* Aim of the exercise *
Below are entries to return in full. Keep each one exact.

[Saved entries]
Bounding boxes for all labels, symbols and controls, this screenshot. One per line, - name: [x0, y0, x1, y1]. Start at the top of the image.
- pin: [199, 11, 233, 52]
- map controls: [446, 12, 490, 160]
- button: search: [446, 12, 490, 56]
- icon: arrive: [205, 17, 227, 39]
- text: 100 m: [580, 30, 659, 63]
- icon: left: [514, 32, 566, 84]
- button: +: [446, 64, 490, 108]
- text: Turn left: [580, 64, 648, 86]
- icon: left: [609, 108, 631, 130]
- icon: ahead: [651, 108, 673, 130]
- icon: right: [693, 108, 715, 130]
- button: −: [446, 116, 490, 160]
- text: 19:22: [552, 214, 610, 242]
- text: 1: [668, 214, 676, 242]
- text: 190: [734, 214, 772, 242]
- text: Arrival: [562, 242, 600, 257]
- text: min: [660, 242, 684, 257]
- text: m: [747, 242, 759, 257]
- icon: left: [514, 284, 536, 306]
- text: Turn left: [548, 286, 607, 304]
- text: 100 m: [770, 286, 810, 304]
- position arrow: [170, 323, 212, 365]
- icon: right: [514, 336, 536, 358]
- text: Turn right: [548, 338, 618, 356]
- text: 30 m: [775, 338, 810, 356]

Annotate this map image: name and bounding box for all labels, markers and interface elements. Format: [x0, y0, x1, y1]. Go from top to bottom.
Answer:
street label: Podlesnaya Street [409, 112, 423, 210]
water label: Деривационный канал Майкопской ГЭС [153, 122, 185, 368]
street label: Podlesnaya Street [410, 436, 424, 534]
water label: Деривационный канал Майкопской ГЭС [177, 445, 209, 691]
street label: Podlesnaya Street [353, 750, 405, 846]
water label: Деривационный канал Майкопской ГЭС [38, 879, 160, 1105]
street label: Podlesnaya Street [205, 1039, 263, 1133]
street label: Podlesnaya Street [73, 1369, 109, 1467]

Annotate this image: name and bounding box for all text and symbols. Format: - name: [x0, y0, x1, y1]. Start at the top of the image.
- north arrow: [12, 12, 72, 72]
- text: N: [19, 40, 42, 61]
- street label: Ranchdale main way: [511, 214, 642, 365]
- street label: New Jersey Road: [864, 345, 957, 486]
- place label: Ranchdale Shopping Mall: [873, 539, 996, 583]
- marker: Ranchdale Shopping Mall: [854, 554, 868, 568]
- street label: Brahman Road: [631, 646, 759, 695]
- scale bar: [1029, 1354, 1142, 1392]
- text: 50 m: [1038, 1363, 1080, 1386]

* The completed task *
Bounding boxes for all labels, symbols and controls, this screenshot. One per line, - name: [x0, y0, x1, y1]. Start at the top of the image.
- pin: [199, 11, 233, 52]
- map controls: [446, 12, 490, 160]
- button: search: [446, 12, 490, 56]
- icon: arrive: [205, 17, 227, 39]
- text: 100 m: [580, 30, 659, 63]
- icon: left: [514, 32, 566, 84]
- button: +: [446, 64, 490, 108]
- text: Turn left: [580, 64, 648, 86]
- icon: left: [609, 108, 631, 130]
- icon: ahead: [651, 108, 673, 130]
- icon: right: [693, 108, 715, 130]
- button: −: [446, 116, 490, 160]
- text: 19:22: [552, 214, 610, 242]
- text: 1: [668, 214, 676, 242]
- text: 190: [734, 214, 772, 242]
- text: Arrival: [562, 242, 600, 257]
- text: min: [660, 242, 684, 257]
- text: m: [747, 242, 759, 257]
- icon: left: [514, 284, 536, 306]
- text: Turn left: [548, 286, 607, 304]
- text: 100 m: [770, 286, 810, 304]
- position arrow: [170, 323, 212, 365]
- icon: right: [514, 336, 536, 358]
- text: Turn right: [548, 338, 618, 356]
- text: 30 m: [775, 338, 810, 356]

Annotate this map image: name and bounding box for all labels, markers and interface elements. Format: [x0, y0, x1, y1]. Go from top to bottom.
Answer:
street label: Podlesnaya Street [409, 112, 423, 210]
water label: Деривационный канал Майкопской ГЭС [153, 122, 185, 368]
street label: Podlesnaya Street [410, 436, 424, 534]
water label: Деривационный канал Майкопской ГЭС [177, 445, 209, 691]
street label: Podlesnaya Street [353, 750, 405, 846]
water label: Деривационный канал Майкопской ГЭС [38, 879, 160, 1105]
street label: Podlesnaya Street [205, 1039, 263, 1133]
street label: Podlesnaya Street [73, 1369, 109, 1467]

Annotate this image: name and bounding box for all text and symbols. Format: - name: [x0, y0, x1, y1]. Start at the top of the image.
- north arrow: [12, 12, 72, 72]
- text: N: [19, 40, 42, 61]
- street label: Ranchdale main way: [511, 214, 642, 365]
- street label: New Jersey Road: [864, 345, 957, 486]
- place label: Ranchdale Shopping Mall: [873, 539, 996, 583]
- marker: Ranchdale Shopping Mall: [854, 554, 868, 568]
- street label: Brahman Road: [631, 646, 759, 695]
- scale bar: [1029, 1354, 1142, 1392]
- text: 50 m: [1038, 1363, 1080, 1386]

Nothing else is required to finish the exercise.